━━━ INFORMATION GIVEN ━━━
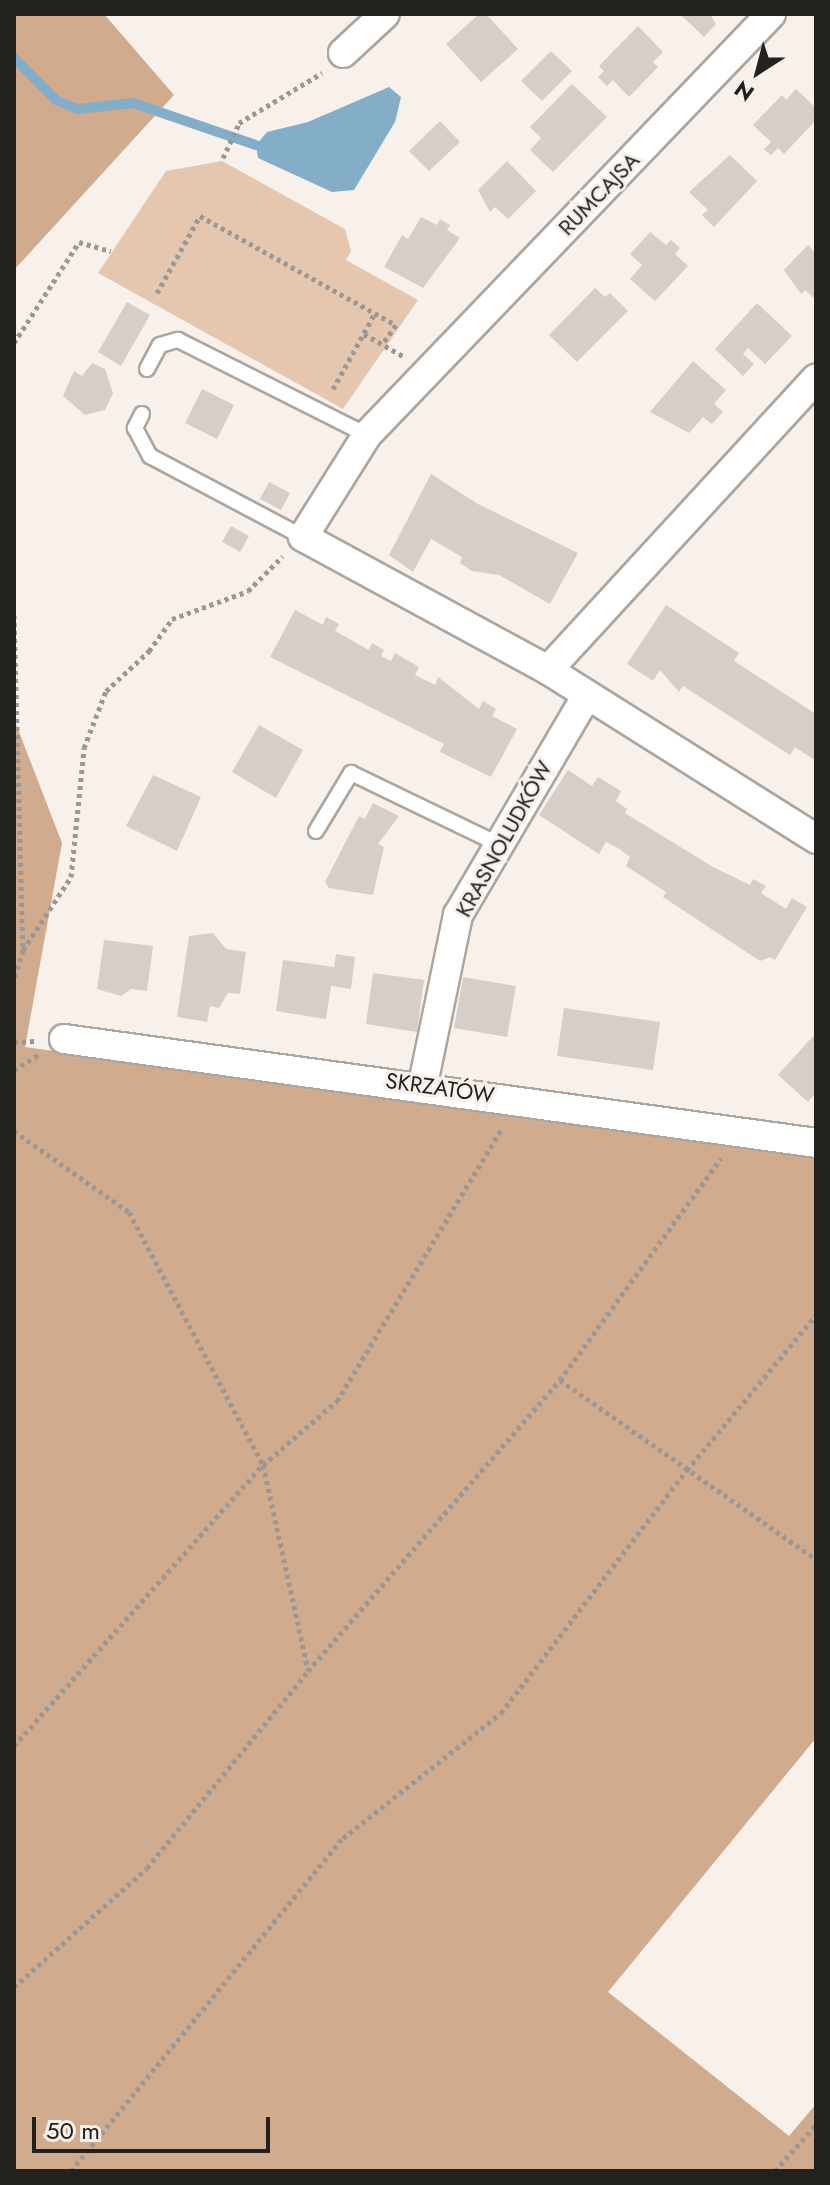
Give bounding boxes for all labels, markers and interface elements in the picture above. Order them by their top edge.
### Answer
north arrow [718,32,798,112]
text: N [727,73,760,109]
street label: RUMCAJSA [553,147,645,241]
street label: KRASNOLUDKÓW [450,756,558,922]
street label: SKRZATÓW [384,1067,496,1109]
scale bar [36,2101,274,2151]
text: 50 m [46,2113,100,2148]

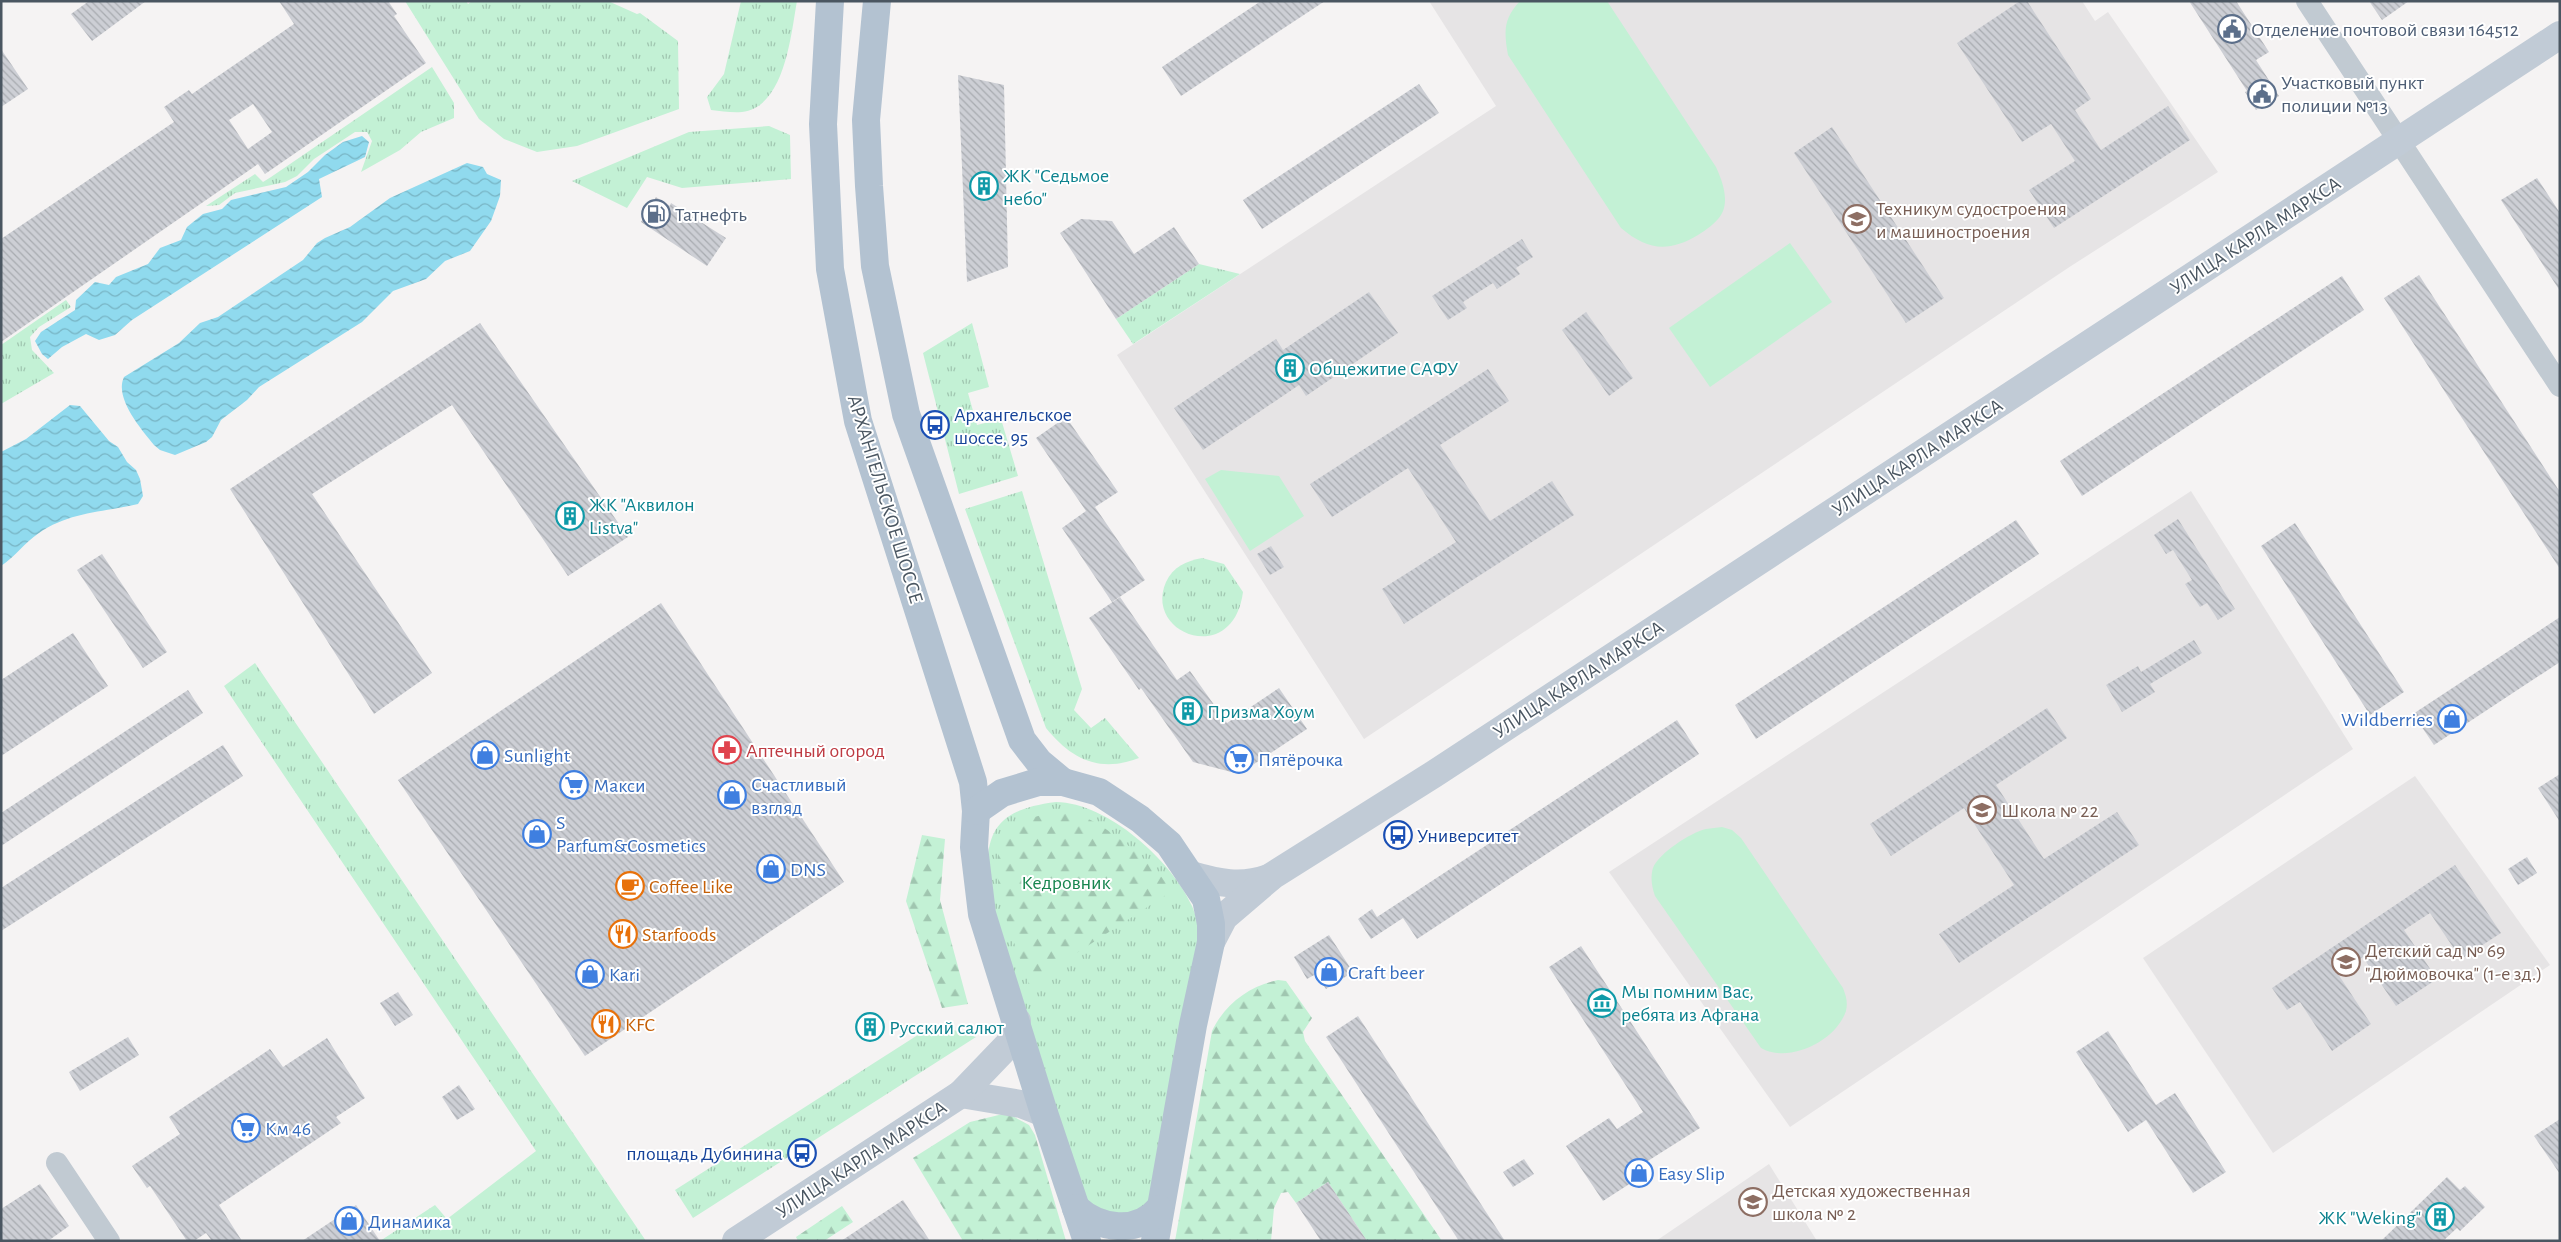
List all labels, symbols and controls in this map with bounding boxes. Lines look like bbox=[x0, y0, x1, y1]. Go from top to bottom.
public building icon: Отделение почтовой связи 164512 bbox=[2217, 14, 2247, 44]
place label: Отделение почтовой связи 164512 bbox=[2251, 20, 2519, 40]
place label: Участковый пункт полиции №13 bbox=[2281, 73, 2425, 116]
public building icon: Участковый пункт полиции №13 bbox=[2247, 79, 2277, 109]
place label: ЖК "Седьмое небо" bbox=[1003, 166, 1109, 209]
building icon: ЖК "Седьмое небо" bbox=[969, 171, 999, 201]
street label: УЛИЦА КАРЛА МАРКСА bbox=[2167, 173, 2345, 298]
fuel station icon: Татнефть bbox=[641, 199, 671, 229]
place label: Техникум судостроения и машиностроения bbox=[1876, 199, 2067, 242]
school or university icon: Техникум судостроения и машиностроения bbox=[1842, 204, 1872, 234]
place label: Татнефть bbox=[675, 205, 747, 225]
building icon: Общежитие САФУ bbox=[1275, 353, 1305, 383]
place label: Общежитие САФУ bbox=[1309, 359, 1458, 379]
street label: АРХАНГЕЛЬСКОЕ ШОССЕ bbox=[844, 393, 926, 606]
street label: УЛИЦА КАРЛА МАРКСА bbox=[1829, 395, 2007, 520]
place label: Архангельское шоссе, 95 bbox=[954, 405, 1072, 448]
bus stop icon: Архангельское шоссе, 95 bbox=[920, 410, 950, 440]
place label: ЖК "Аквилон Listva" bbox=[589, 495, 695, 538]
building icon: ЖК "Аквилон Listva" bbox=[555, 501, 585, 531]
street label: УЛИЦА КАРЛА МАРКСА bbox=[1490, 617, 1668, 742]
building icon: Призма Хоум bbox=[1173, 696, 1203, 726]
place label: Призма Хоум bbox=[1207, 702, 1315, 722]
shop icon: Wildberries bbox=[2437, 704, 2467, 734]
place label: Wildberries bbox=[2341, 710, 2433, 730]
pharmacy icon: Аптечный огород bbox=[712, 735, 742, 765]
shop icon: Sunlight bbox=[470, 740, 500, 770]
place label: Аптечный огород bbox=[746, 741, 885, 761]
supermarket icon: Пятёрочка bbox=[1224, 744, 1254, 774]
place label: Sunlight bbox=[504, 746, 571, 766]
place label: Пятёрочка bbox=[1258, 750, 1343, 770]
supermarket icon: Макси bbox=[559, 770, 589, 800]
place label: Счастливый взгляд bbox=[751, 775, 846, 818]
place label: Макси bbox=[593, 776, 646, 796]
shop icon: Счастливый взгляд bbox=[717, 780, 747, 810]
school or university icon: Школа № 22 bbox=[1967, 795, 1997, 825]
place label: Школа № 22 bbox=[2001, 801, 2099, 821]
place label: S Parfum&Cosmetics bbox=[556, 813, 706, 856]
shop icon: S Parfum&Cosmetics bbox=[522, 819, 552, 849]
bus stop icon: Университет bbox=[1383, 820, 1413, 850]
place label: Университет bbox=[1417, 826, 1519, 846]
shop icon: DNS bbox=[756, 854, 786, 884]
place label: DNS bbox=[790, 860, 826, 880]
cafe icon: Coffee Like bbox=[615, 871, 645, 901]
park label: Кедровник bbox=[1021, 873, 1111, 893]
place label: Coffee Like bbox=[649, 877, 733, 897]
restaurant icon: Starfoods bbox=[608, 919, 638, 949]
place label: Starfoods bbox=[642, 925, 716, 945]
place label: Детский сад № 69 "Дюймовочка" (1-е зд.) bbox=[2365, 941, 2542, 984]
school or university icon: Детский сад № 69 "Дюймовочка" (1-е зд.) bbox=[2331, 947, 2361, 977]
shop icon: Craft beer bbox=[1314, 957, 1344, 987]
shop icon: Kari bbox=[575, 959, 605, 989]
place label: Craft beer bbox=[1348, 963, 1425, 983]
place label: Kari bbox=[609, 965, 640, 985]
place label: Мы помним Вас, ребята из Афгана bbox=[1621, 982, 1759, 1025]
museum icon: Мы помним Вас, ребята из Афгана bbox=[1587, 988, 1617, 1018]
restaurant icon: KFC bbox=[591, 1009, 621, 1039]
building icon: Русский салют bbox=[855, 1012, 885, 1042]
place label: KFC bbox=[625, 1015, 655, 1035]
place label: Русский салют bbox=[889, 1018, 1005, 1038]
street label: УЛИЦА КАРЛА МАРКСА bbox=[773, 1097, 951, 1222]
supermarket icon: Км 46 bbox=[231, 1113, 261, 1143]
place label: Км 46 bbox=[265, 1119, 311, 1139]
bus stop icon: площадь Дубинина bbox=[787, 1138, 817, 1168]
place label: площадь Дубинина bbox=[626, 1144, 783, 1164]
shop icon: Easy Slip bbox=[1624, 1158, 1654, 1188]
place label: Easy Slip bbox=[1658, 1164, 1725, 1184]
place label: Детская художественная школа № 2 bbox=[1772, 1181, 1971, 1224]
school or university icon: Детская художественная школа № 2 bbox=[1738, 1187, 1768, 1217]
building icon: ЖК "Weking" bbox=[2425, 1202, 2455, 1232]
shop icon: Динамика bbox=[334, 1206, 364, 1236]
place label: ЖК "Weking" bbox=[2318, 1208, 2421, 1228]
place label: Динамика bbox=[368, 1212, 451, 1232]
━━━
- EXERCISE REQUIREMENTS: The reply must match the records exactly, apart from the pictures, which are left out.

- WRITTEN RESPONSE:
Give bounding boxes for all labels, markers and interface elements in the picture above. Order them by their top edge.
### Answer
north arrow [718,32,798,112]
text: N [727,73,760,109]
street label: RUMCAJSA [553,147,645,241]
street label: KRASNOLUDKÓW [450,756,558,922]
street label: SKRZATÓW [384,1067,496,1109]
scale bar [36,2101,274,2151]
text: 50 m [46,2113,100,2148]

List all labels, symbols and controls in this map with bounding boxes. Lines look like bbox=[x0, y0, x1, y1]. Go from top to bottom.
public building icon: Отделение почтовой связи 164512 bbox=[2217, 14, 2247, 44]
place label: Отделение почтовой связи 164512 bbox=[2251, 20, 2519, 40]
place label: Участковый пункт полиции №13 bbox=[2281, 73, 2425, 116]
public building icon: Участковый пункт полиции №13 bbox=[2247, 79, 2277, 109]
place label: ЖК "Седьмое небо" bbox=[1003, 166, 1109, 209]
building icon: ЖК "Седьмое небо" bbox=[969, 171, 999, 201]
street label: УЛИЦА КАРЛА МАРКСА bbox=[2167, 173, 2345, 298]
fuel station icon: Татнефть bbox=[641, 199, 671, 229]
place label: Техникум судостроения и машиностроения bbox=[1876, 199, 2067, 242]
school or university icon: Техникум судостроения и машиностроения bbox=[1842, 204, 1872, 234]
place label: Татнефть bbox=[675, 205, 747, 225]
building icon: Общежитие САФУ bbox=[1275, 353, 1305, 383]
place label: Общежитие САФУ bbox=[1309, 359, 1458, 379]
street label: АРХАНГЕЛЬСКОЕ ШОССЕ bbox=[844, 393, 926, 606]
street label: УЛИЦА КАРЛА МАРКСА bbox=[1829, 395, 2007, 520]
place label: Архангельское шоссе, 95 bbox=[954, 405, 1072, 448]
bus stop icon: Архангельское шоссе, 95 bbox=[920, 410, 950, 440]
place label: ЖК "Аквилон Listva" bbox=[589, 495, 695, 538]
building icon: ЖК "Аквилон Listva" bbox=[555, 501, 585, 531]
street label: УЛИЦА КАРЛА МАРКСА bbox=[1490, 617, 1668, 742]
building icon: Призма Хоум bbox=[1173, 696, 1203, 726]
place label: Призма Хоум bbox=[1207, 702, 1315, 722]
shop icon: Wildberries bbox=[2437, 704, 2467, 734]
place label: Wildberries bbox=[2341, 710, 2433, 730]
pharmacy icon: Аптечный огород bbox=[712, 735, 742, 765]
shop icon: Sunlight bbox=[470, 740, 500, 770]
place label: Аптечный огород bbox=[746, 741, 885, 761]
supermarket icon: Пятёрочка bbox=[1224, 744, 1254, 774]
place label: Sunlight bbox=[504, 746, 571, 766]
place label: Пятёрочка bbox=[1258, 750, 1343, 770]
supermarket icon: Макси bbox=[559, 770, 589, 800]
place label: Счастливый взгляд bbox=[751, 775, 846, 818]
place label: Макси bbox=[593, 776, 646, 796]
shop icon: Счастливый взгляд bbox=[717, 780, 747, 810]
school or university icon: Школа № 22 bbox=[1967, 795, 1997, 825]
place label: Школа № 22 bbox=[2001, 801, 2099, 821]
place label: S Parfum&Cosmetics bbox=[556, 813, 706, 856]
shop icon: S Parfum&Cosmetics bbox=[522, 819, 552, 849]
bus stop icon: Университет bbox=[1383, 820, 1413, 850]
place label: Университет bbox=[1417, 826, 1519, 846]
shop icon: DNS bbox=[756, 854, 786, 884]
place label: DNS bbox=[790, 860, 826, 880]
cafe icon: Coffee Like bbox=[615, 871, 645, 901]
park label: Кедровник bbox=[1021, 873, 1111, 893]
place label: Coffee Like bbox=[649, 877, 733, 897]
restaurant icon: Starfoods bbox=[608, 919, 638, 949]
place label: Starfoods bbox=[642, 925, 716, 945]
place label: Детский сад № 69 "Дюймовочка" (1-е зд.) bbox=[2365, 941, 2542, 984]
school or university icon: Детский сад № 69 "Дюймовочка" (1-е зд.) bbox=[2331, 947, 2361, 977]
shop icon: Craft beer bbox=[1314, 957, 1344, 987]
shop icon: Kari bbox=[575, 959, 605, 989]
place label: Craft beer bbox=[1348, 963, 1425, 983]
place label: Kari bbox=[609, 965, 640, 985]
place label: Мы помним Вас, ребята из Афгана bbox=[1621, 982, 1759, 1025]
museum icon: Мы помним Вас, ребята из Афгана bbox=[1587, 988, 1617, 1018]
restaurant icon: KFC bbox=[591, 1009, 621, 1039]
building icon: Русский салют bbox=[855, 1012, 885, 1042]
place label: KFC bbox=[625, 1015, 655, 1035]
place label: Русский салют bbox=[889, 1018, 1005, 1038]
street label: УЛИЦА КАРЛА МАРКСА bbox=[773, 1097, 951, 1222]
supermarket icon: Км 46 bbox=[231, 1113, 261, 1143]
place label: Км 46 bbox=[265, 1119, 311, 1139]
bus stop icon: площадь Дубинина bbox=[787, 1138, 817, 1168]
place label: площадь Дубинина bbox=[626, 1144, 783, 1164]
shop icon: Easy Slip bbox=[1624, 1158, 1654, 1188]
place label: Easy Slip bbox=[1658, 1164, 1725, 1184]
place label: Детская художественная школа № 2 bbox=[1772, 1181, 1971, 1224]
school or university icon: Детская художественная школа № 2 bbox=[1738, 1187, 1768, 1217]
building icon: ЖК "Weking" bbox=[2425, 1202, 2455, 1232]
shop icon: Динамика bbox=[334, 1206, 364, 1236]
place label: ЖК "Weking" bbox=[2318, 1208, 2421, 1228]
place label: Динамика bbox=[368, 1212, 451, 1232]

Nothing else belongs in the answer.